43. Describe
Aristotle’s account of the relation between potentiality and actuality, on the
one hand, and matter and form, on the other hand. From Aristotle’s views about
these two sets of paired concepts, what implications follow for the nature of
the prime mover as discussed in Metaphysics
XII (Lambda)?
1.
Matter
and form
a. Matter is the stuff out of which a
thing is made.
i. e.g. In a statue of David, the
matter is the clay.
b. Form is the way that stuff’s
arranged.
i. e.g. In a statue of David, it’s
the shape of the statue.
2.
Actuality
and Potentiality
a. Actuality is that by which something that
is able to be something is that something
b. Potentiality is the capacity to undergo a
change of some kind, to become something
3.
Comparison
a. actuality : potentiality :: form : matter
b. When you look at the distinction between matter and form
synchronically, you see matter and form.
When you look at the same distinction diachronically, you see
potentiality and actuality.
c. Actuality is to potentiality as that which has been shaped
out of some matter (e.g. a table) is to the matter out of which it has been
shaped (e.g. wood)
4.
Priority
of Act to Potency
a. Actuality is prior to potentiality in logos, time, and
substance.
i. Logos – because we must cite the
actuality whenever we talk of the potentiality. (e.g. ‘visible’ means ‘capable
of being seen’)
ii. Time – “The actual which is
identical in species but not in
number with a potentially existing thing is prior to it” (1049b18-19) (e.g. some actual oak tree is prior to this acorn, i.e. to this potential
oak tree.)
iii. Substance –
1.
Form
or actuality is the end towards which natural processes are directed (boy
becomes a man, e.g.)
2.
More
strictly:
a.
A
potentiality is for either of a pair of opposites; so anything capable of being
is capable of not being. What is
capable of not being is perishable.
So anything with the mere
potential to be is perishable.
b.
What
is eternal is imperishable. So
something eternal cannot exist potentially. What is eternal must
be fully actual.
c.
The
eternal exists only actually, and the perishable exists potentially. The
eternal is prior to the perishable because the former can exist without the
latter but not the other way around.
So actuality is prior to potency.
5.
How
the above pertains to the Prime Mover:
a. The prime mover functions to explain motion, and motion is explained in terms of actuality and potency.

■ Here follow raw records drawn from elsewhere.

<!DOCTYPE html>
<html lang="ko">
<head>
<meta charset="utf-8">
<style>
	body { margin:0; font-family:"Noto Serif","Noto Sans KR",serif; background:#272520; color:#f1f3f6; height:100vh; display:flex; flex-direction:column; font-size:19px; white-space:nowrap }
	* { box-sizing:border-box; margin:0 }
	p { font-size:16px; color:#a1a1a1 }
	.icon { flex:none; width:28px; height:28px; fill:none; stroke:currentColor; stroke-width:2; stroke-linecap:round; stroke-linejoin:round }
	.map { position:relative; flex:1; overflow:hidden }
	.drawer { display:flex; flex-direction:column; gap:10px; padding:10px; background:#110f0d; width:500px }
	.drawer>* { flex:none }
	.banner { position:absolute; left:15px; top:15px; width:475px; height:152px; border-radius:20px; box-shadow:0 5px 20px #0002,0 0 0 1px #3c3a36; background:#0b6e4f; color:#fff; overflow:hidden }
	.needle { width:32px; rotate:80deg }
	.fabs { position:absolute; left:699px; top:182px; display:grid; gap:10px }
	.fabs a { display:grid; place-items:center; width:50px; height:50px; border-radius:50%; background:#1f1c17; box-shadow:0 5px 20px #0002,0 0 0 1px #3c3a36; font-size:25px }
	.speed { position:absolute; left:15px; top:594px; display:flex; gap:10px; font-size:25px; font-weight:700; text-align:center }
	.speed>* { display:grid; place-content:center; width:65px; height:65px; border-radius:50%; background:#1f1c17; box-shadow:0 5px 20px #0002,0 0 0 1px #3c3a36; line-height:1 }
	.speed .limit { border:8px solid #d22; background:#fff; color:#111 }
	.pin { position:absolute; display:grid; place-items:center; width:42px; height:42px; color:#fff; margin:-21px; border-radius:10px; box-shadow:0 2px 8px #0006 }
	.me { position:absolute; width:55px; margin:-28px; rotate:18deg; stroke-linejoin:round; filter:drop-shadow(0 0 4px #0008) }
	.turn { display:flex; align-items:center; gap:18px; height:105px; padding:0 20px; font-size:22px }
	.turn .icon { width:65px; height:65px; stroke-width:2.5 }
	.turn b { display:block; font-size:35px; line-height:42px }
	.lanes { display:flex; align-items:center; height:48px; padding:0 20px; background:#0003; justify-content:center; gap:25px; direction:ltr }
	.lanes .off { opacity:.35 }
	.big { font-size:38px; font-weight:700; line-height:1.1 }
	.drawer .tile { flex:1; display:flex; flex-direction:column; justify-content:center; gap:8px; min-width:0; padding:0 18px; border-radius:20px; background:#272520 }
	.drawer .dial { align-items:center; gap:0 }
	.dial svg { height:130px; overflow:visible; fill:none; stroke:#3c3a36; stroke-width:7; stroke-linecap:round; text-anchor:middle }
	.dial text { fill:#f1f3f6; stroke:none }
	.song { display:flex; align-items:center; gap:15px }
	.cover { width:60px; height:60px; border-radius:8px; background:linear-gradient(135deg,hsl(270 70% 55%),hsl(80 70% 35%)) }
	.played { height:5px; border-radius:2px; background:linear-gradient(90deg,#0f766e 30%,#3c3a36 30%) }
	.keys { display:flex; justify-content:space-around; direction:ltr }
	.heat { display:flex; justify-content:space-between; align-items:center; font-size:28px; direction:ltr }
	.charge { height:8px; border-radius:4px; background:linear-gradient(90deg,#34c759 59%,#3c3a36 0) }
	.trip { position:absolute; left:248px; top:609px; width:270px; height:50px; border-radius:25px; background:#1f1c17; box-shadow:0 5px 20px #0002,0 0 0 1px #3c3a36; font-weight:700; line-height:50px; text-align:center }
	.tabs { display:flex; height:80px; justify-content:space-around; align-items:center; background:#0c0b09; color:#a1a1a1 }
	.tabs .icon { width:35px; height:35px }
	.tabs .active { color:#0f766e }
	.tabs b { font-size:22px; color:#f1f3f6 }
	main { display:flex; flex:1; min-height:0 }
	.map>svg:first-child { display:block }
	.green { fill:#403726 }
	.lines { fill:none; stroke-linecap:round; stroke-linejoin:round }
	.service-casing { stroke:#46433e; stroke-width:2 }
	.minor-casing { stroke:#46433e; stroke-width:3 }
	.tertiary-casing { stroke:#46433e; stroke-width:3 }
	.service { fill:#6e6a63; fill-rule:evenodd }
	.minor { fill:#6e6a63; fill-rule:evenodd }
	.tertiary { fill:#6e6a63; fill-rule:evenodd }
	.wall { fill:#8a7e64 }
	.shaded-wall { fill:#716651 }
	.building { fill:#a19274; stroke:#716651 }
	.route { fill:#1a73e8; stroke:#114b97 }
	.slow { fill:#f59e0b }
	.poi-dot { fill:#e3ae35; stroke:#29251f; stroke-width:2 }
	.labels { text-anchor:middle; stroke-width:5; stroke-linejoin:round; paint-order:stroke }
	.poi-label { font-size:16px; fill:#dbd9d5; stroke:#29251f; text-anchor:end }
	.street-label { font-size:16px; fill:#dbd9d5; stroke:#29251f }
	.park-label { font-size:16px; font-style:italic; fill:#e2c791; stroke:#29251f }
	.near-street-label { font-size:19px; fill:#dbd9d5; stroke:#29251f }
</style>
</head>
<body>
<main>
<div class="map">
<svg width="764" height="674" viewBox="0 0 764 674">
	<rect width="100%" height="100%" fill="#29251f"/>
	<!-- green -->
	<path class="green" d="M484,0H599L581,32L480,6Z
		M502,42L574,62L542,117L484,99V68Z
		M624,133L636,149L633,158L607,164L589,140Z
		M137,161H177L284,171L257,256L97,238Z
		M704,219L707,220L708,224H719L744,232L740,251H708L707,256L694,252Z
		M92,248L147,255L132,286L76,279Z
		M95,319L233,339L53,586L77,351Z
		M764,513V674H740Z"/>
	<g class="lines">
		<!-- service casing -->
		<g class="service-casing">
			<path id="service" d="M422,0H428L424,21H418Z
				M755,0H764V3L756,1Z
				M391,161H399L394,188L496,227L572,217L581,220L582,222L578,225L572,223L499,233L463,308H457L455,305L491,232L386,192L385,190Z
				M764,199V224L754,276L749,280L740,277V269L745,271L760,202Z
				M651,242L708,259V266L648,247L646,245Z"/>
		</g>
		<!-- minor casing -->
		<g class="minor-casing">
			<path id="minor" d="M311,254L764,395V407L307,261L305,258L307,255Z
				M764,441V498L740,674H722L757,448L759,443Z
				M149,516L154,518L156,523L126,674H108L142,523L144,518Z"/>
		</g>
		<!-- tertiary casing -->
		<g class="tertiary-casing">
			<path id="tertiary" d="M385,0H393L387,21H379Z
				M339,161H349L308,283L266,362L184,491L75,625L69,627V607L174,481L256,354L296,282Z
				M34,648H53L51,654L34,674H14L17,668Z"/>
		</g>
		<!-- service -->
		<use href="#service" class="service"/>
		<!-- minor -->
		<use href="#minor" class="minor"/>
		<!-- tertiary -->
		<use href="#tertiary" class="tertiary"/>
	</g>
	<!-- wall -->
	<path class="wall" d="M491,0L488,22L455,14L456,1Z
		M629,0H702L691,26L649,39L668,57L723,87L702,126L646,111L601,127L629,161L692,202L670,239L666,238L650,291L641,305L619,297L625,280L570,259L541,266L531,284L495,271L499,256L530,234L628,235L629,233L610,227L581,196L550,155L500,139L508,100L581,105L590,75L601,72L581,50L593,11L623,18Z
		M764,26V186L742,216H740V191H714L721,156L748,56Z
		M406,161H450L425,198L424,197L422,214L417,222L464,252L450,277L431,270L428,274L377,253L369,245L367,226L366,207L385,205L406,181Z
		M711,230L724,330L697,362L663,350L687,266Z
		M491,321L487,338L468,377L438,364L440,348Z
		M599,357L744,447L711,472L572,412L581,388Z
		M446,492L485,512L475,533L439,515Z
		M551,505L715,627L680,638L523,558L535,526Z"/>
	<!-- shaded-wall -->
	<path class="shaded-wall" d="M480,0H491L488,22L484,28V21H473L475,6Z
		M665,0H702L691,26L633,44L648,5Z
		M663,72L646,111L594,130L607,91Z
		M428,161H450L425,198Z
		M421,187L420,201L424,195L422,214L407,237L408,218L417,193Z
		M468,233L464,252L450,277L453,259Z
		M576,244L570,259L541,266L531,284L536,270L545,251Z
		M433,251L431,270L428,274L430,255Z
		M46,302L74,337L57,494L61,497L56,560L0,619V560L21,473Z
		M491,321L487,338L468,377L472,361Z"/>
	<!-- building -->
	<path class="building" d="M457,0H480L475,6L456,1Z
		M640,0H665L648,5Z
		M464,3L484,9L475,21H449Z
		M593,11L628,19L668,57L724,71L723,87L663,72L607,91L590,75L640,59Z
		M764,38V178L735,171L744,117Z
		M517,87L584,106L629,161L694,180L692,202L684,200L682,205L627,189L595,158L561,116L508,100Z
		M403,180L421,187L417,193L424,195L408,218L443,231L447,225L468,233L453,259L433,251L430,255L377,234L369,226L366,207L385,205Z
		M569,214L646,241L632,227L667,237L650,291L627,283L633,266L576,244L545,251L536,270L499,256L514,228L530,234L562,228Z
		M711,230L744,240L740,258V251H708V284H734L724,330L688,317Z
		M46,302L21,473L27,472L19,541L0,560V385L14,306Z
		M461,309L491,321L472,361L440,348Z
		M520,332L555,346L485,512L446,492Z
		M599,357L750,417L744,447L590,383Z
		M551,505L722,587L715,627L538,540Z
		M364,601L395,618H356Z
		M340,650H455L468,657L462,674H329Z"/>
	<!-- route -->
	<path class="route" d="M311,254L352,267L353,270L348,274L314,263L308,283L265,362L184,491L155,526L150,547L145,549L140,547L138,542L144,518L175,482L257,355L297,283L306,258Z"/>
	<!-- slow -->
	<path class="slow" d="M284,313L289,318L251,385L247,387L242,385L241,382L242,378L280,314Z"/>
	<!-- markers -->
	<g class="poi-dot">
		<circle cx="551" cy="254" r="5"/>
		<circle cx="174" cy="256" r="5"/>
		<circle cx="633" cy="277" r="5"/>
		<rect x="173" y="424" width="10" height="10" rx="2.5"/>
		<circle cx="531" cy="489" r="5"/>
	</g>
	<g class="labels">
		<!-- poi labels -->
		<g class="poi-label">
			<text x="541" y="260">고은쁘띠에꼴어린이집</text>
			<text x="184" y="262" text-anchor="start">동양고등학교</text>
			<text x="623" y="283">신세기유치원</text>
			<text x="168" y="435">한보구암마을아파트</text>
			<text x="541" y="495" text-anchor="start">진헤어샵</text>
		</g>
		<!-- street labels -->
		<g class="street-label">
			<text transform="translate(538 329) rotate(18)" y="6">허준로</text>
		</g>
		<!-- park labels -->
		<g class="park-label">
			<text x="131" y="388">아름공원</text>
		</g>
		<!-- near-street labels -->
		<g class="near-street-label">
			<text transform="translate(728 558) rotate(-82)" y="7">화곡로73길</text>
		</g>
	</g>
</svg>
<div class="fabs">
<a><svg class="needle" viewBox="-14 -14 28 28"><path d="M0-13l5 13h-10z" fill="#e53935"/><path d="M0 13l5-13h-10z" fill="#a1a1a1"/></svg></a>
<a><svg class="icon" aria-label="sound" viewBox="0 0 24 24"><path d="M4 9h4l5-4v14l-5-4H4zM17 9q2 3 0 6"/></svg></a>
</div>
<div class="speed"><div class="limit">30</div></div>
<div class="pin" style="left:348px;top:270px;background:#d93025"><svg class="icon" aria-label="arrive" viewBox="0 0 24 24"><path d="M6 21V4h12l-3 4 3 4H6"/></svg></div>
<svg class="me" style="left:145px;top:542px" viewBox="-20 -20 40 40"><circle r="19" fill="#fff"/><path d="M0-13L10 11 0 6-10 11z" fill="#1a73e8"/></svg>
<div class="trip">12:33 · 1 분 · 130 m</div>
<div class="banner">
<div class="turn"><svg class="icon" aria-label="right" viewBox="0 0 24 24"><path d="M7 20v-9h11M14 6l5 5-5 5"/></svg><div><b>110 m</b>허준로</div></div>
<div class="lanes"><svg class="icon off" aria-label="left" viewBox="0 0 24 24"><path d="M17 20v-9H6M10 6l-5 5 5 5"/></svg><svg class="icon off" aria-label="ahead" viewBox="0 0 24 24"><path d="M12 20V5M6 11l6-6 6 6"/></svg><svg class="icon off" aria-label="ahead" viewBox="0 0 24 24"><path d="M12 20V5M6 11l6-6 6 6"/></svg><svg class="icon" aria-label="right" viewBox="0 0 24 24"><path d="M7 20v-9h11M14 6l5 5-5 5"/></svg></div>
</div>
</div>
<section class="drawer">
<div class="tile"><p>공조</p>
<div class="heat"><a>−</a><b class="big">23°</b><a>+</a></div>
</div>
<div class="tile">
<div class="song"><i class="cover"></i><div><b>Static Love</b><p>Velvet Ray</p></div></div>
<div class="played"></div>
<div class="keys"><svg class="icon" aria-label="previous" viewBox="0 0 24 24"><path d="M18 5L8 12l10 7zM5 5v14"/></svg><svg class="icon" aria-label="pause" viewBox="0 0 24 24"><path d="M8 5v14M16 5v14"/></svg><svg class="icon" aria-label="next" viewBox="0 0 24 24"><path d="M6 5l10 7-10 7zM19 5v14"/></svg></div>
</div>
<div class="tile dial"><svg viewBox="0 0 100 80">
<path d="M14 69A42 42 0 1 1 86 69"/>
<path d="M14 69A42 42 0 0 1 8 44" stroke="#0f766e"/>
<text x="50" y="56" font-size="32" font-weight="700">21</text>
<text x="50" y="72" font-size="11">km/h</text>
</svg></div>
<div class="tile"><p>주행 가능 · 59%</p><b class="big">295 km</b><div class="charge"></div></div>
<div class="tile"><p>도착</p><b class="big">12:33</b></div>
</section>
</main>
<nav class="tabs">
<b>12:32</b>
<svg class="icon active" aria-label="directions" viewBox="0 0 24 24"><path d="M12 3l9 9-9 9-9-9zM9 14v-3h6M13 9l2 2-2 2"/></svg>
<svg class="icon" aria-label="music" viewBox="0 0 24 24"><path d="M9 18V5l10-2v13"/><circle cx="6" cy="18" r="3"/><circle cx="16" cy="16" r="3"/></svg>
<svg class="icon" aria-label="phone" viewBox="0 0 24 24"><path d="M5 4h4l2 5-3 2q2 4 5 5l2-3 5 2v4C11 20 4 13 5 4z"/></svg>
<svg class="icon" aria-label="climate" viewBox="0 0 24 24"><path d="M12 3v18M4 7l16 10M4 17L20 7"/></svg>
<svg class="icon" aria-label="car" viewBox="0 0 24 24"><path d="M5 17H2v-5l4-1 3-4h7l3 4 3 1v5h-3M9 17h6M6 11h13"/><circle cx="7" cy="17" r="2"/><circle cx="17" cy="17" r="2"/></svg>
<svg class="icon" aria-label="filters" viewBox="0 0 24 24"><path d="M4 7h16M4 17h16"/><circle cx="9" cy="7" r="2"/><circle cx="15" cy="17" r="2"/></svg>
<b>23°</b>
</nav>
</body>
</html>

i. “The actuality of what is F
potentially, insofar as it is F potentially, is motion.”
b. Characteristics of the prime mover:
i. ETERNAL
1.
Motion
is eternal and so its cause must be eternal
2.
Why
motion must be eternal:
If motion at one time was not then came to be, then the mover and the
moved must have at one time been in a state where the mover was not moving the
moved, and altered out of that state.
But that would have required some motion within the mover or the moved.
And so on, ad infinitum.
ii. UNMOVABLE
1.
If
the prime mover were moveable, then there would have to be something
else that causes its motion, etc.
Infinite regress.
iii. PURE ACTUALITY -- If it weren’t
pure actuality, it wouldn’t be eternal.
iv. PURE FORM -- If it had any
matter in it, it would be part potentiality.
v. NECESSARY -- If not, then part
potentiality.
vi. SPIRITUAL -- Has no matter, so
not material. Therefore,
spiritual.
vii. INTELLECTUAL
1.
The
Prime Mover cannot perform any bodily action. Rather, its activity must be purely spiritual and therefore
intellectual.
2.
The
object of its thought must be (a) the best possible object (b/c the prime mover
is the best) and (b) unchanging (because otherwise, the Prime Mover would
change when the object of its thought changed). So the object of its thought is itself.
viii.
How it moves the universe:
1.
By being the final cause of the first moved
movers.
Possibly helpful secondary source quotes:
“[T]hat which is eternal is prior in substance to that which
is perishable; and that which is eternal, imperishable, is in the highest sense
actual. God, for example, exists
necessarily, and that which exists necessarily must be fully actual: as the
eternal Source of movement, of the reduction of potentiality to act, God must
be full and complete actuality, the Unmoved First Mover. Eternal things, says Aristotle, must be
good: there can be in them no defect or badness or perversion. […] The First
Unmoved Mover, being the source of all movement, as final cause, is the ultimate cause why potentiality is actualized,
i.e. why goodness is realized.” – Copleston (pg. 53 in 1962 ed.)